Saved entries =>
---------------

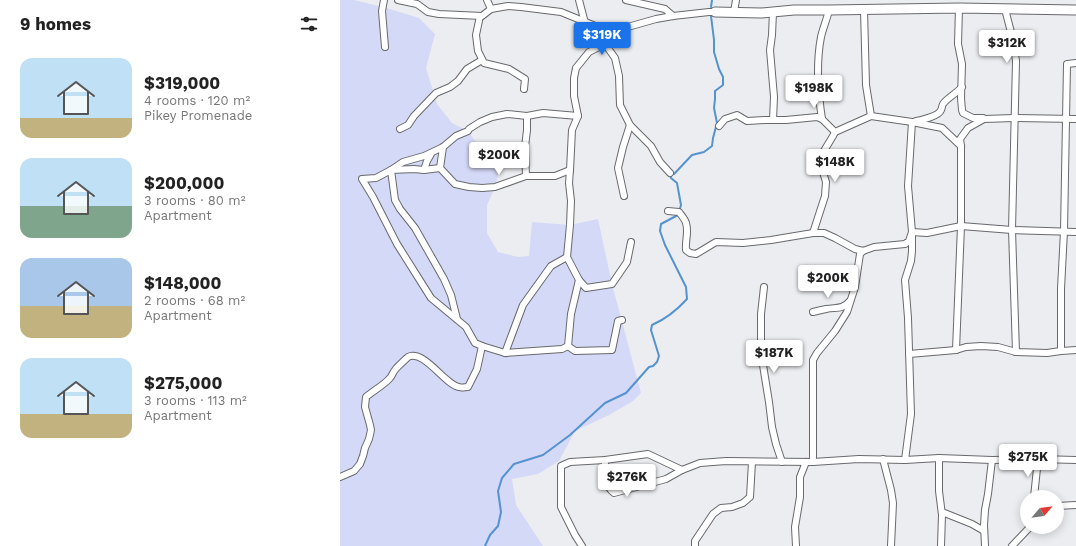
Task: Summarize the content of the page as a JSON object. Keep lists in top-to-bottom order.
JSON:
{
  "north": "top right",
  "page": {
    "heading": "9 homes",
    "price": [
      "$319K",
      "$312K",
      "$198K",
      "$200K",
      "$148K",
      "$200K",
      "$187K",
      "$275K",
      "$276K"
    ],
    "list": [
      {
        "name": "$319,000",
        "note": "4 rooms · 120 m² · Pikey Promenade"
      },
      {
        "name": "$200,000",
        "note": "3 rooms · 80 m² · Apartment"
      },
      {
        "name": "$148,000",
        "note": "2 rooms · 68 m² · Apartment"
      },
      {
        "name": "$275,000",
        "note": "3 rooms · 113 m² · Apartment"
      }
    ]
  }
}
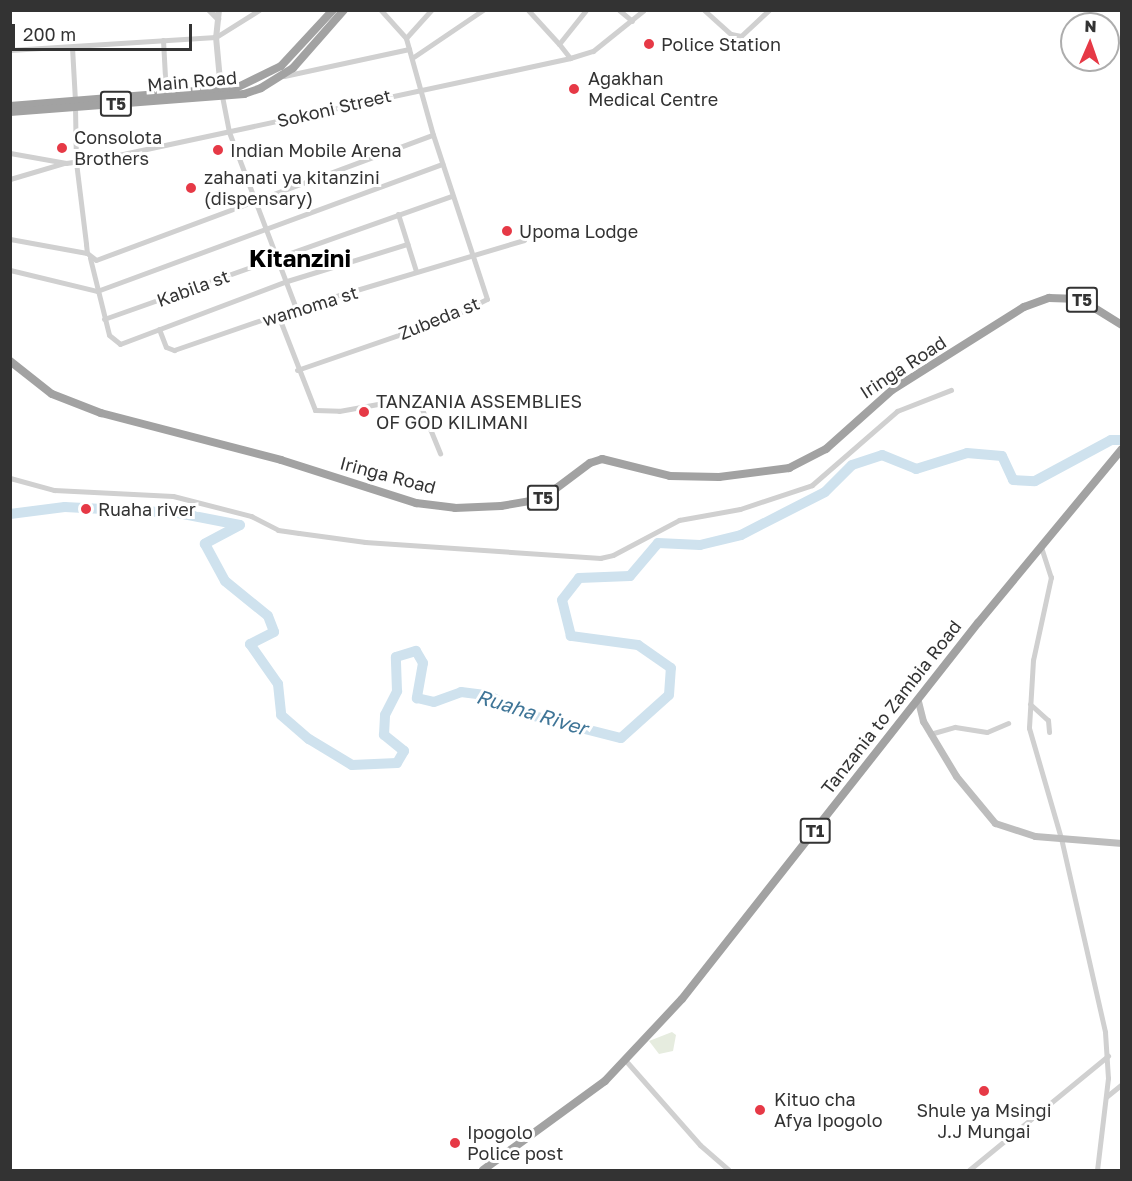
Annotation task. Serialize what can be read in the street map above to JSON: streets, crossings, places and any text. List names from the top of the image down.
{
  "streets": {
    "highway": [
      "Main Road",
      "T5",
      "Iringa Road",
      "Tanzania to Zambia Road",
      "T1"
    ],
    "street": [
      "Sokoni Street",
      "Kabila st",
      "wamoma st",
      "Zubeda st"
    ]
  },
  "crossings": [
    ["Main Road", "T5"],
    ["Sokoni Street", "Zubeda st"],
    ["Kabila st", "Zubeda st"],
    ["wamoma st", "Zubeda st"]
  ],
  "districts": ["Kitanzini"],
  "water": ["Ruaha River"],
  "places": [
    "Police Station",
    "Agakhan Medical Centre",
    "Consolota Brothers",
    "Indian Mobile Arena",
    "zahanati ya kitanzini (dispensary)",
    "Upoma Lodge",
    "TANZANIA ASSEMBLIES OF GOD KILIMANI",
    "Ruaha river",
    "Shule ya Msingi J.J Mungai",
    "Kituo cha Afya Ipogolo",
    "Ipogolo Police post"
  ],
  "scale_bar": "200 m",
  "north": "top"
}
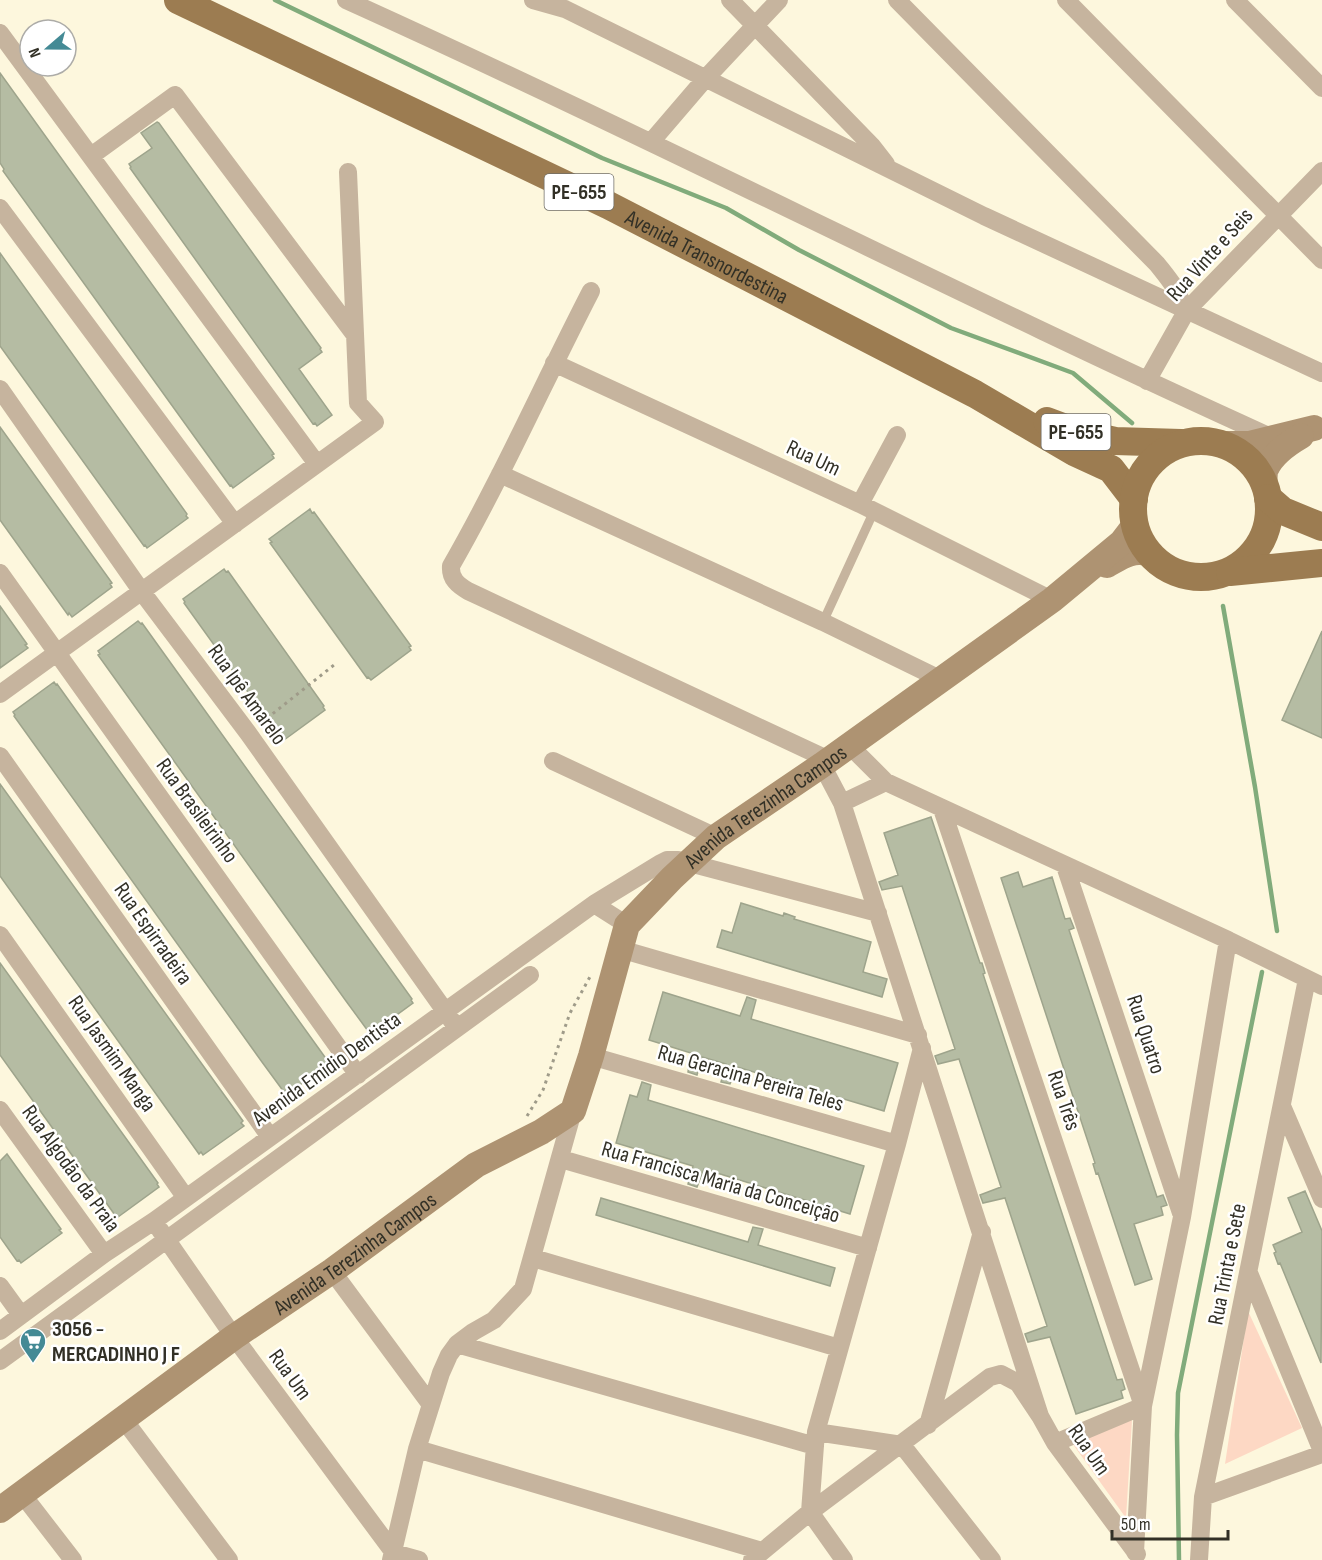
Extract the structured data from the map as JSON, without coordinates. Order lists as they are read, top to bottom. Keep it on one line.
{"streets":{"main road":["PE-655","Avenida Transnordestina"],"street":["Rua Vinte e Seis","Rua Um","Rua Ipê Amarelo","Avenida Terezinha Campos","Rua Brasileirinho","Rua Espirradeira","Rua Quatro","Rua Jasmim Manga","Avenida Emidio Dentista","Rua Geracina Pereira Teles","Rua Três","Rua Algodão da Praia","Rua Francisca Maria da Conceição","Rua Trinta e Sete"]},"crossings":[["Rua Um","Avenida Terezinha Campos"],["Rua Um","Avenida Emidio Dentista"],["Rua Ipê Amarelo","Avenida Emidio Dentista"],["Avenida Terezinha Campos","Avenida Emidio Dentista"],["Avenida Terezinha Campos","Rua Geracina Pereira Teles"],["Rua Brasileirinho","Avenida Emidio Dentista"],["Rua Espirradeira","Avenida Emidio Dentista"],["Rua Jasmim Manga","Avenida Emidio Dentista"],["Avenida Emidio Dentista","Rua Algodão da Praia"]],"places":{"supermarket":["3056 - MERCADINHO J F"]},"scale_bar":"50 m","north":"left"}
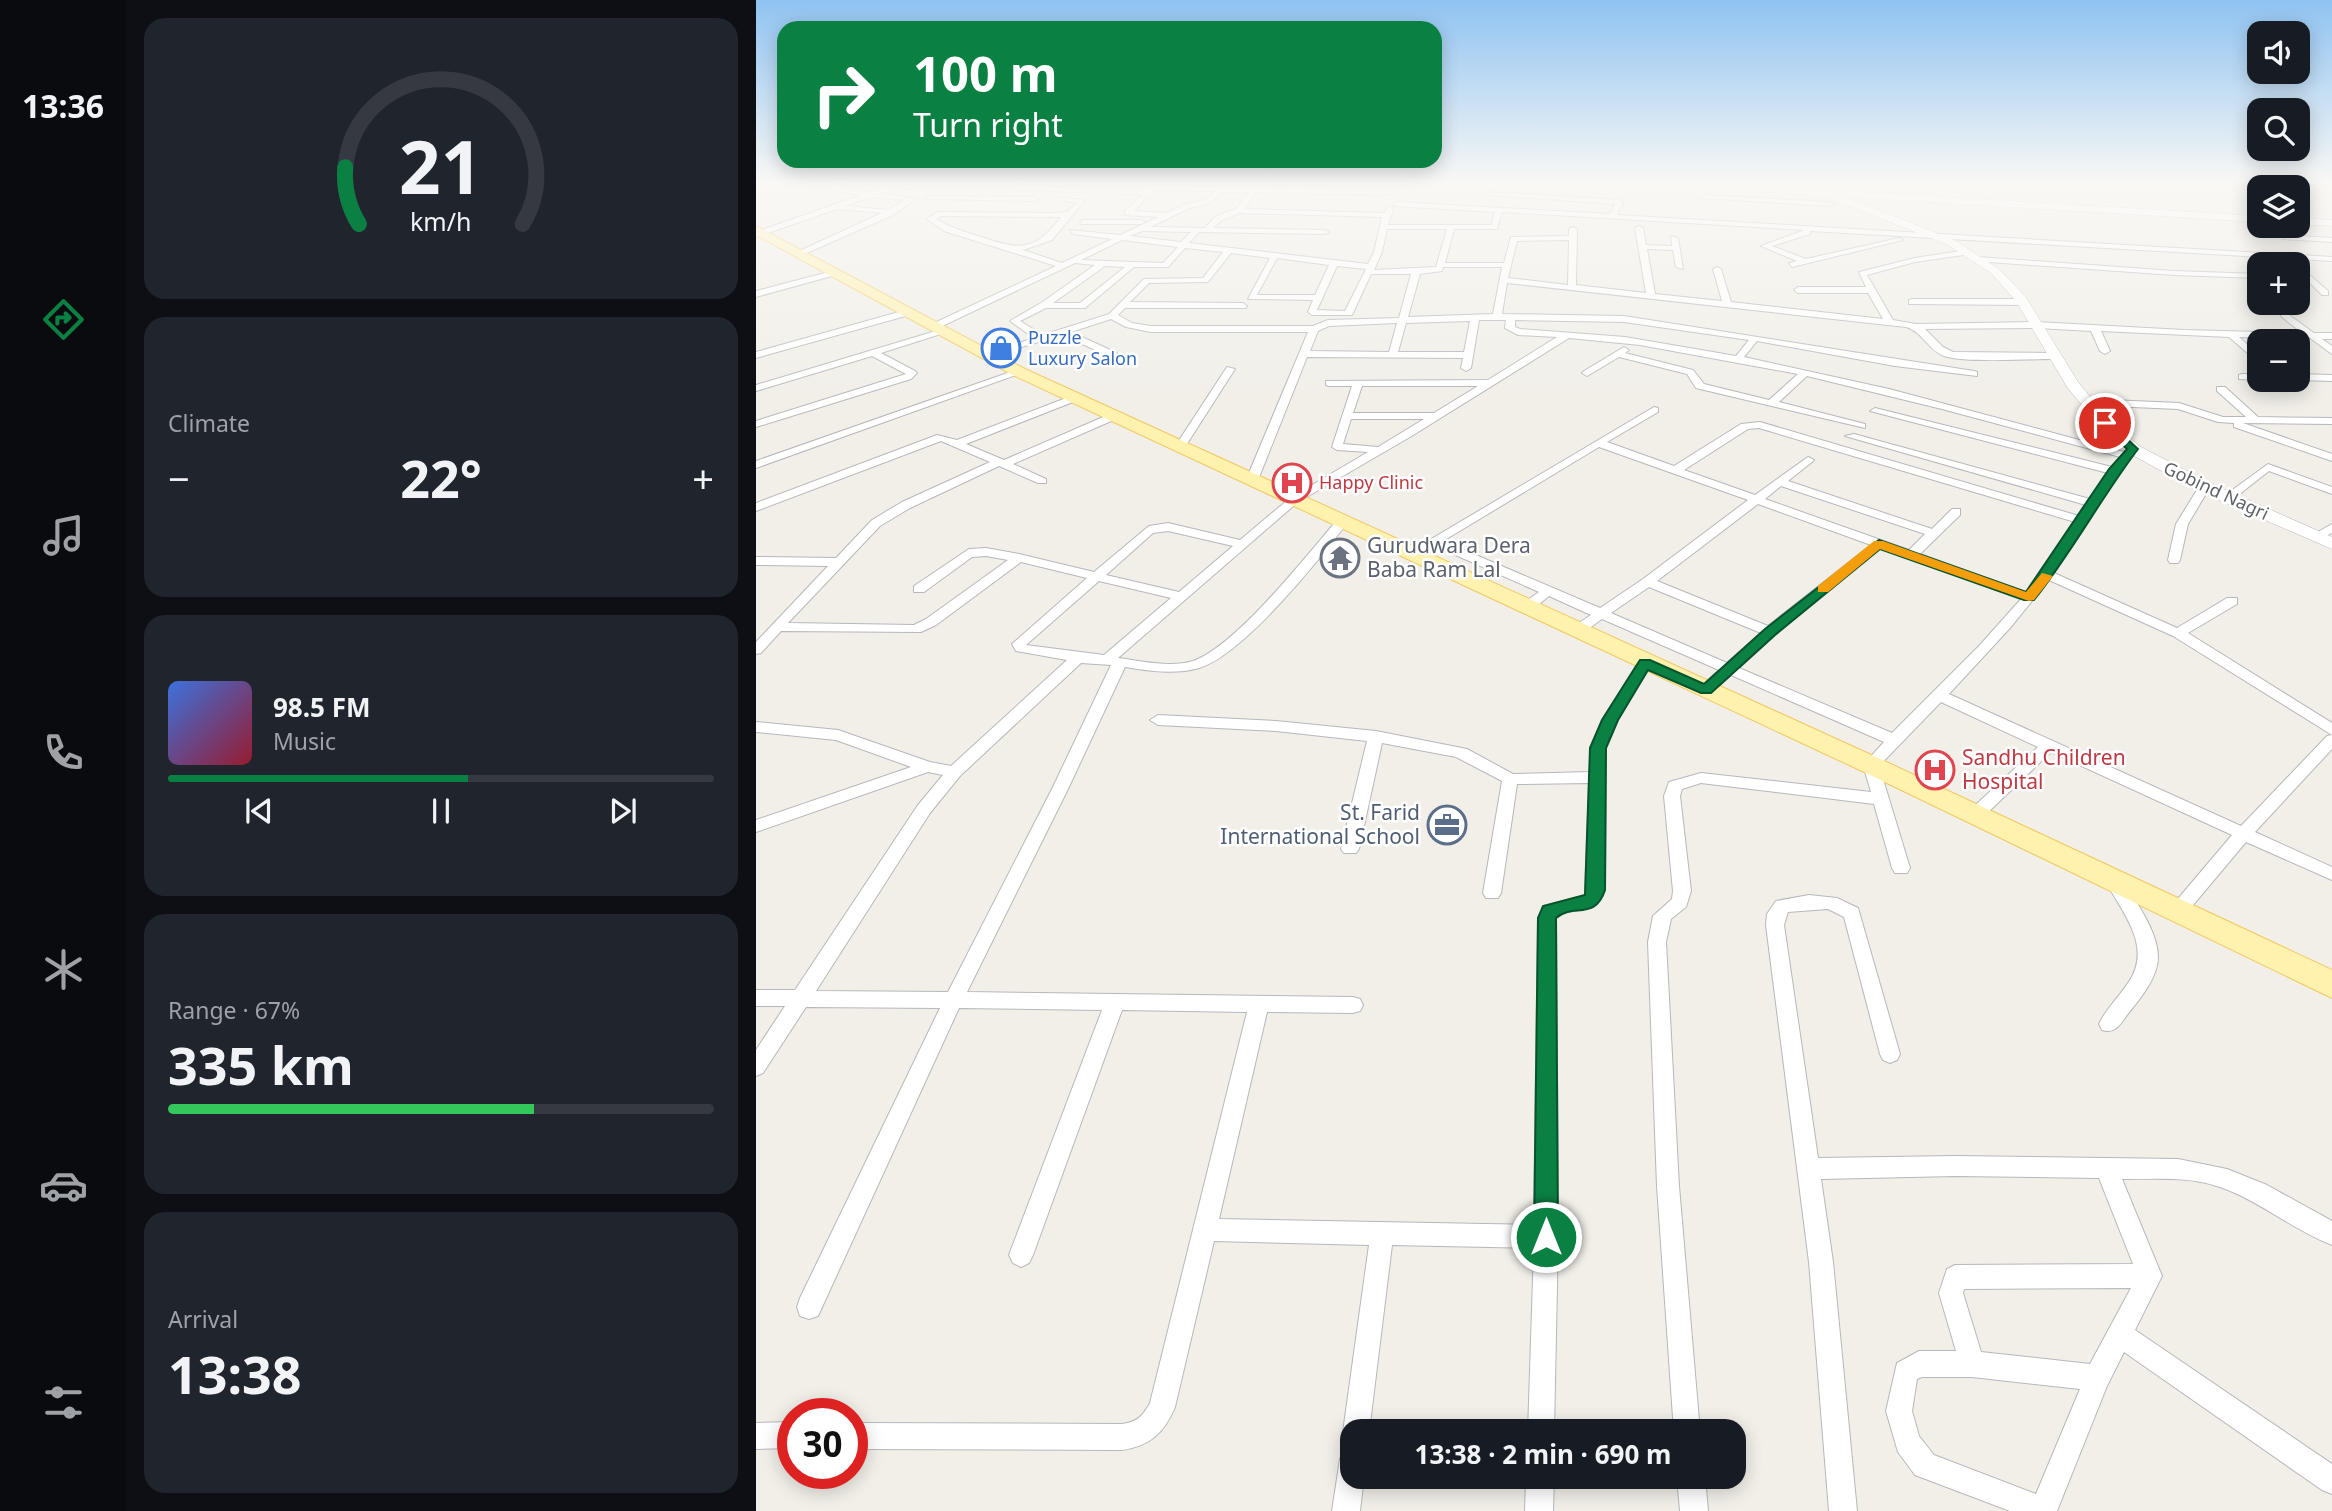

---------------

Task item =>
Retype all of the entries exactly as written, leaving out any images.

Answer space =>
Task: Summarize the content of the page as a JSON object. Keep lists in top-to-bottom order.
JSON:
{
  "north": "top right",
  "page": {
    "heading": "9 homes",
    "price": [
      "$319K",
      "$312K",
      "$198K",
      "$200K",
      "$148K",
      "$200K",
      "$187K",
      "$275K",
      "$276K"
    ],
    "list": [
      {
        "name": "$319,000",
        "note": "4 rooms · 120 m² · Pikey Promenade"
      },
      {
        "name": "$200,000",
        "note": "3 rooms · 80 m² · Apartment"
      },
      {
        "name": "$148,000",
        "note": "2 rooms · 68 m² · Apartment"
      },
      {
        "name": "$275,000",
        "note": "3 rooms · 113 m² · Apartment"
      }
    ]
  }
}
Annotation task. Serialize what can be read in the street map above to JSON: streets, crossings, places and any text. List names from the top of the image down.
{
  "streets": {
    "highway": [
      "Main Road",
      "T5",
      "Iringa Road",
      "Tanzania to Zambia Road",
      "T1"
    ],
    "street": [
      "Sokoni Street",
      "Kabila st",
      "wamoma st",
      "Zubeda st"
    ]
  },
  "crossings": [
    ["Main Road", "T5"],
    ["Sokoni Street", "Zubeda st"],
    ["Kabila st", "Zubeda st"],
    ["wamoma st", "Zubeda st"]
  ],
  "districts": ["Kitanzini"],
  "water": ["Ruaha River"],
  "places": [
    "Police Station",
    "Agakhan Medical Centre",
    "Consolota Brothers",
    "Indian Mobile Arena",
    "zahanati ya kitanzini (dispensary)",
    "Upoma Lodge",
    "TANZANIA ASSEMBLIES OF GOD KILIMANI",
    "Ruaha river",
    "Shule ya Msingi J.J Mungai",
    "Kituo cha Afya Ipogolo",
    "Ipogolo Police post"
  ],
  "scale_bar": "200 m",
  "north": "top"
}
Extract the structured data from the map as JSON, without coordinates. Order lists as they are read, top to bottom. Keep it on one line.
{"streets":{"main road":["PE-655","Avenida Transnordestina"],"street":["Rua Vinte e Seis","Rua Um","Rua Ipê Amarelo","Avenida Terezinha Campos","Rua Brasileirinho","Rua Espirradeira","Rua Quatro","Rua Jasmim Manga","Avenida Emidio Dentista","Rua Geracina Pereira Teles","Rua Três","Rua Algodão da Praia","Rua Francisca Maria da Conceição","Rua Trinta e Sete"]},"crossings":[["Rua Um","Avenida Terezinha Campos"],["Rua Um","Avenida Emidio Dentista"],["Rua Ipê Amarelo","Avenida Emidio Dentista"],["Avenida Terezinha Campos","Avenida Emidio Dentista"],["Avenida Terezinha Campos","Rua Geracina Pereira Teles"],["Rua Brasileirinho","Avenida Emidio Dentista"],["Rua Espirradeira","Avenida Emidio Dentista"],["Rua Jasmim Manga","Avenida Emidio Dentista"],["Avenida Emidio Dentista","Rua Algodão da Praia"]],"places":{"supermarket":["3056 - MERCADINHO J F"]},"scale_bar":"50 m","north":"left"}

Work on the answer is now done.